The proposal would also eliminate the Geographic Exclusion Areas. “One of the things we wanted to get away from was the line drawing because we can’t predict the future,” said HPD Commissioner Vicki Been. “The New York real estate market moves really fast.”
She added that giving condos exemptions had been “an incredibly expensive way to provide affordable housing and also very inefficient.” According to HPD estimates, if the de Blasio reform were enacted vs. a straight continuation of the existing abatement, the cost per unit would drop from about $573,000 to $391,000, which Ms. Been said is less than what the city would have to pay to buy land and construct units itself in comparable neighborhoods.
Of course, offering tax abatements for new construction rentals could have the effect of placing a heavier burden on older rental buildings, one housing advocate pointed out, leaving them as one of the few non-abated properties.
Tom Waters, a housing policy analyst at the Community Service Society, posited that a much more effective way of creating affordable housing would be to imitate the federal low income housing tax credit, in which developers apply for a fixed number of housing grants.
“I understand the fact that people like that it’s on the tax side—it’s politically durable that way, but I think you can have those benefits without its being so inefficient,” he said.
What does seem clear is that Mayor de Blasio’s reform, like the iterations of the program before it, would be far from a fix-all, but that with federal support continuing to wane, there is little choice but to work out a solution that incentivizes the market to create a significant portion of the vast number of affordable housing units the city needs.
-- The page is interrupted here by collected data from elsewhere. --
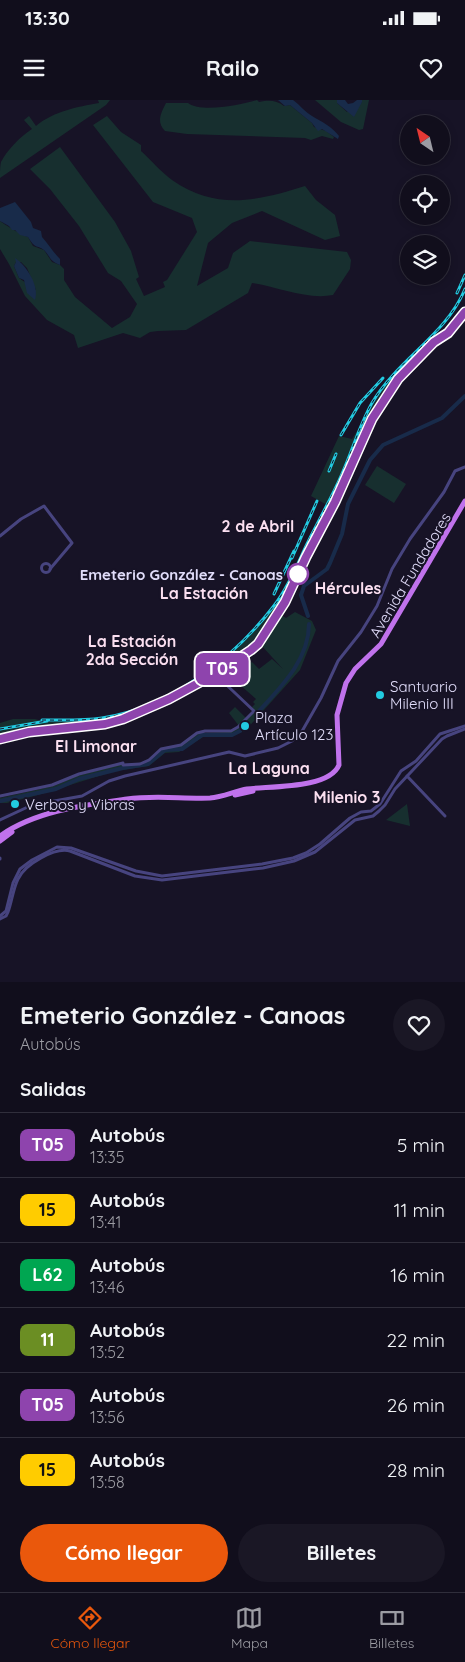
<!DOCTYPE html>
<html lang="es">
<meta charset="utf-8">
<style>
:root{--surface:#110e1c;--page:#1a1725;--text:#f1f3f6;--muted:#9c9ca3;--line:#302e3b;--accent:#ea580c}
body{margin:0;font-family:Quicksand,sans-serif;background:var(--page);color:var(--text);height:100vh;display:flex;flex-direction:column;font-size:19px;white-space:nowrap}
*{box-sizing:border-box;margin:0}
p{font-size:16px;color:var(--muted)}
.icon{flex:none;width:28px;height:28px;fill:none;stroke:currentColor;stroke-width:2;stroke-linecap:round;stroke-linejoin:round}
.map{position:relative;height:882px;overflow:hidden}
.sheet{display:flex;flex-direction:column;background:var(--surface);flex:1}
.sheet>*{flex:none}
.badge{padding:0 10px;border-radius:8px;font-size:18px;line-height:32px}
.needle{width:32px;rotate:325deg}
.fabs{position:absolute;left:400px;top:15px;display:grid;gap:10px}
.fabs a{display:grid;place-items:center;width:50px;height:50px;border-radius:50%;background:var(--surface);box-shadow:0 2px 8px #0003,0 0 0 1px var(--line);font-size:25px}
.map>.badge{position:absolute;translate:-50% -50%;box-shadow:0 0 0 2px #fff}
h2{padding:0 20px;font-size:19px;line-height:45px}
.round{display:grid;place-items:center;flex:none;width:52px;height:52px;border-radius:26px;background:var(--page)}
.head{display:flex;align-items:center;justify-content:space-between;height:85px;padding:0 20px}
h1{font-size:24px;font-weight:700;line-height:38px}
.button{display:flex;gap:10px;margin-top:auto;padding:10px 20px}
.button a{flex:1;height:58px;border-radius:30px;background:var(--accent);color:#fff;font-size:20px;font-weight:700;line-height:58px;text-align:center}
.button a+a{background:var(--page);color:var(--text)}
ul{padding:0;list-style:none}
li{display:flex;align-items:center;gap:15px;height:65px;padding:0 20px;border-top:1px solid var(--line)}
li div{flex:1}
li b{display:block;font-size:19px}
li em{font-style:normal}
li .badge{min-width:55px;font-weight:700;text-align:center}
.status{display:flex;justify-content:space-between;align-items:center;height:35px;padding:0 25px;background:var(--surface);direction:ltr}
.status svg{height:14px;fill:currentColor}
header{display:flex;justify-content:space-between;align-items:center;height:65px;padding:0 20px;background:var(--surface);font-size:22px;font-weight:700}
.dock{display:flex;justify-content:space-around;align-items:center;height:70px;border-top:1px solid var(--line);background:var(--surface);font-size:14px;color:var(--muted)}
.dock a{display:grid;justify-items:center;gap:2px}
.dock .selected{color:var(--accent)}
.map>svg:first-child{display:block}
</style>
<div class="status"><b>13:30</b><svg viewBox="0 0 49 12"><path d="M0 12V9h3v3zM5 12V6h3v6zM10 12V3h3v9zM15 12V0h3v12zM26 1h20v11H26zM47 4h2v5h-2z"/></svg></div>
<header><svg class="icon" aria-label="menu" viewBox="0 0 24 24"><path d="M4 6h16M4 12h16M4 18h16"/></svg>Railo<svg class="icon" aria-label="heart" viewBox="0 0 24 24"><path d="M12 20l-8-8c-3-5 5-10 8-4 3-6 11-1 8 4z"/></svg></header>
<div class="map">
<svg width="465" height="882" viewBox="0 0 465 882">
<rect width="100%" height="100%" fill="#171326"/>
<g fill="#172f2f" fill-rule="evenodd">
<path d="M98,0H110L106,5L0,78C0,73 0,66 1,62C7,50 21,36 32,29L24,20L29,16L36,26C54,11 77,7 99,3Z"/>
<path d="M257,0L259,2C269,0 276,0 284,6L290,5L312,23L314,27L326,31L334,37L333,39L322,36L311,40L305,38L187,34L165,31C156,22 161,13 166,3H188C201,13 241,5 257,0Z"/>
<polygon points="315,0 337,0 337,3 347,12 362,2 362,0 369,0 363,29 359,30 341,22"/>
<path d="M107,16L121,32L141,45V51C151,60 161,72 172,80C217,111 257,101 305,86L316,100L335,115L340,136L325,140L262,111L232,123L208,143L197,186L228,168L233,153L250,141L347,152L351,160L350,169L333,195C307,200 278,187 252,183L248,193L186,230L158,231L150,232L140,238L123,233L78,248L74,235L47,220L25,196L9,164L0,149V121C5,125 22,135 28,137L33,146L44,150L52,162L60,165L64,169V180L75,197L112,228L130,217L137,204L121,181L108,173L79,126L50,89L30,69L60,47L115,122L131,151L139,177L136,179L144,196L165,187L163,182L167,180L197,132L192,118L153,102L93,25ZM16,162H21L27,168L36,190L19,178L14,166Z"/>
<path d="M391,280L393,281L389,290L371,316C357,345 344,376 330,405C321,425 311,443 301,463C289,487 280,515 261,535C230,569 163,606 119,619C80,631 40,623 0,638V623L13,619H35L46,622L68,621L119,616L159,599L206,574L241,545L257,528L275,504L327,405L311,396L339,336L352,339L383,289Z"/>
<polygon points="377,366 406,384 394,403 365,385"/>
<polygon points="295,512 312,521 316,530 300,570 244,632 242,631 232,636 203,637 179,652 165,653 149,666 115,671 38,695 7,703 0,703 0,698 54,686 77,676 122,664 143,663 165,648 178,647 199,633 229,632 239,626 229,613 235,607 246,618 254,610 252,607 255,604 253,602 256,599 230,576 252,562 259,569 272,559 283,569 261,545 281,515 286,518"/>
<polygon points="407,704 410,726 386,720"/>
</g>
<g fill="#182b4a">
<path d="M274,0H293C300,5 305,12 312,16C322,22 331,26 339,36L338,39L322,29L318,31L312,23L290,5L285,6L278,0Z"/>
<polygon points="337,0 345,0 348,4 353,3 357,0 362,0 362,2 354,17 337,3"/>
<path d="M15,102L31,122L33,128L41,131L42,137C49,145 53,152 60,159V165C49,161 51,157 44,150C36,144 36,150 28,137L20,135L15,130H12L9,126L0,121V108Z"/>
<path d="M15,158C26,165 40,186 35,200L27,193L24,180L19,178L14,166L16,162Z"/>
</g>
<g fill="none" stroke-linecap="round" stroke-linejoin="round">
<g stroke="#182b4a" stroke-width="4">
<polyline points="308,516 301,495 304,486 327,469 330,463 342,434 348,404 370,360 383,345 442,318 465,296"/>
<path d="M259,611C282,586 309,559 309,524"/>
<polyline points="0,701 56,689 79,679 123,668 148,664 165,650 182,649 202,635 232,635 240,631"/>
</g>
<g stroke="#47447f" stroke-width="3">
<polyline points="0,436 21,419 44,406 72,443 50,469"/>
<circle cx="46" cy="468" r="4.5"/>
<polyline points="0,639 29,632 105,624 123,619 169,599 215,574 251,550 258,544 284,504 306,457 335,402 372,319 398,279 434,243 448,233 465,212"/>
<polyline points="123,665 140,664 149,660 161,649 181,645 197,633 205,631 231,631 238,627 254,611 215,574"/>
<polyline points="407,676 445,716"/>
<polyline points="0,696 52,685 79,674 123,663"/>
<polyline points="0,720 32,705 82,696 109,681 125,676 229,652 245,656 278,648 292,641 301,633 321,598 338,561 361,532 377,506 392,469 410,439 444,392 455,371 465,367"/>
<polyline points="0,758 0,759"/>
<polyline points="0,816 6,811 13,783 20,769 32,760 57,747 71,748 136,771 162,776 262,764 293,758 306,753 320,744 350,718 361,712 371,711 380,704 401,671 416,661 440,634 465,626"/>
<path d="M0,819L6,816L8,812C12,801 13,789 18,779C25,764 55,747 70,751L135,776L162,780L263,768L294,761L315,752L355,720L373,716L379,711L385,705L395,689L442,639L447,636L465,629"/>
</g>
<g stroke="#c072ec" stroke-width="5">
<polyline points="235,695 253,691"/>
<path d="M0,736C35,711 84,705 127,699C154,695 183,699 210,698C223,697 235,691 247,689C270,686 329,689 339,665L337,615L346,583L355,569L381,544L465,401"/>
<polyline points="0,741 12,732"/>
</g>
<defs>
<g id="rail">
<polyline points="457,193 465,175"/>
<polyline points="341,335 360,303 383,278"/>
<polyline points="329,371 336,354"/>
<polyline points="292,458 317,401"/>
<polyline points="274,494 294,451"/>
<path d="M42,620C62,620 82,621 102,618C169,608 233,559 273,507C288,488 297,465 307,444C318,421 331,399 341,376C352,352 359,326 372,303C397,260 446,235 465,189"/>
<polyline points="0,629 47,621"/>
</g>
</defs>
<use href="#rail" stroke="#22cbe1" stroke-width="3"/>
<use href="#rail" stroke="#171326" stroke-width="1" stroke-dasharray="4" stroke-linecap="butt"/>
</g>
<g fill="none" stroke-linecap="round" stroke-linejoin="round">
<defs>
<polyline id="line" points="0,639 29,632 105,624 123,619 169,599 215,574 251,550 258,544 285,502 306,457 335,402 372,319 398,279 434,242 448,233 465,212"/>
</defs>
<use href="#line" stroke="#fff" stroke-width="11"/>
<use href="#line" stroke="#8e44ad" stroke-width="8"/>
</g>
<circle fill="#fff" stroke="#8e44ad" stroke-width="2.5" cx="298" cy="474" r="10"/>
<g fill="#22cbe1" stroke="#171326" stroke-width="2">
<circle cx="380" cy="595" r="5"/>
<circle cx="245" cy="626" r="5"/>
<circle cx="15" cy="704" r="5"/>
</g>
<g text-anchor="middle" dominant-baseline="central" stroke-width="4" stroke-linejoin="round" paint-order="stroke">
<g font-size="15" font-weight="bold" fill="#e1ddfa" stroke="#171326" text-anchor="end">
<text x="283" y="474">Emeterio González - Canoas</text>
</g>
<g font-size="15" fill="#e1ddfa" stroke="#171326">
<text transform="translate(410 475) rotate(-59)">Avenida Fundadores</text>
</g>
<g font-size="15" fill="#e1ddfa" stroke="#171326" text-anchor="start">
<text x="390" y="586">Santuario<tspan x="390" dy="17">Milenio III</tspan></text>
<text x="255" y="617">Plaza<tspan x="255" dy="17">Artículo 123</tspan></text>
<text x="25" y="704">Verbos y Vibras</text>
</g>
<g font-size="16" font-weight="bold" fill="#fbdff0" stroke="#171326">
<text x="258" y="426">2 de Abril</text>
<text x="348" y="488">Hércules</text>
<text x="204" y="493">La Estación</text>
<text x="132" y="541">La Estación<tspan x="132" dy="18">2da Sección</tspan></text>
<text x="96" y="646">El Limonar</text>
<text x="269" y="668">La Laguna</text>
<text x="347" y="697">Milenio 3</text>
</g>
</g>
</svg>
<div class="fabs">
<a><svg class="needle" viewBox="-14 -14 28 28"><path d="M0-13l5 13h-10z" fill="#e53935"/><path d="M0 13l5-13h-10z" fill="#9c9ca3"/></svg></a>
<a><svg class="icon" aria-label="locate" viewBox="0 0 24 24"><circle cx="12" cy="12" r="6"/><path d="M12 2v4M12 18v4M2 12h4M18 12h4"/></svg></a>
<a><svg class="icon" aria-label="layers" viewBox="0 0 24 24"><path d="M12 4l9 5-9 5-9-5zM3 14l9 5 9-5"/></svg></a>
</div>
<b class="badge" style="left:222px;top:569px;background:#8e44ad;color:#fff">T05</b>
</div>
<section class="sheet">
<div class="head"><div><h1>Emeterio González - Canoas</h1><p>Autobús</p></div><a class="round"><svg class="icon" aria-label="heart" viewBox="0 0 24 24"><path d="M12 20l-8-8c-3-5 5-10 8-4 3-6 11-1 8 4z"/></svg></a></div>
<h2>Salidas</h2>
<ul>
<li><span class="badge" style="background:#8e44ad;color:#fff">T05</span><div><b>Autobús</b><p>13:35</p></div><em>5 min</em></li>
<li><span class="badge" style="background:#fc0;color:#111">15</span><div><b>Autobús</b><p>13:41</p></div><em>11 min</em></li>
<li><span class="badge" style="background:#00a651;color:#fff">L62</span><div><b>Autobús</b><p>13:46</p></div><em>16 min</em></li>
<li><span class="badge" style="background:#6b8e23;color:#fff">11</span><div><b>Autobús</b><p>13:52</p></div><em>22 min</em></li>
<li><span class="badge" style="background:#8e44ad;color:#fff">T05</span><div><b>Autobús</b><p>13:56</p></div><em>26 min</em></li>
<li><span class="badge" style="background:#fc0;color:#111">15</span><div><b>Autobús</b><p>13:58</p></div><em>28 min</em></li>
</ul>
<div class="button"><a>Cómo llegar</a><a>Billetes</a></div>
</section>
<nav class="dock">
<a class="selected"><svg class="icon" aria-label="directions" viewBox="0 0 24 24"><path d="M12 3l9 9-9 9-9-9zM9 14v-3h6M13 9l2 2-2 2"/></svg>Cómo llegar</a>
<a><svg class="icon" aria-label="map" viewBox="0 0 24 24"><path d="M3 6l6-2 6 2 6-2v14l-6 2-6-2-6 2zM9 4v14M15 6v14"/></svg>Mapa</a>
<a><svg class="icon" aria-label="tickets" viewBox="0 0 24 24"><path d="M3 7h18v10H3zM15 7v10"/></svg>Billetes</a>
</nav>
And, perhaps as well, to make sure those incentives are commensurate with what the program can and will actually give in return.
“I think the de Blasio plan is great, but the 421-a program in and of itself is never going to solve an affordable housing problem,” opined Mr. Moelis. “You can’t create mixed-income rentals without it, but in order to build affordable housing that’s deeply subsidized, you need more than a tax abatement.”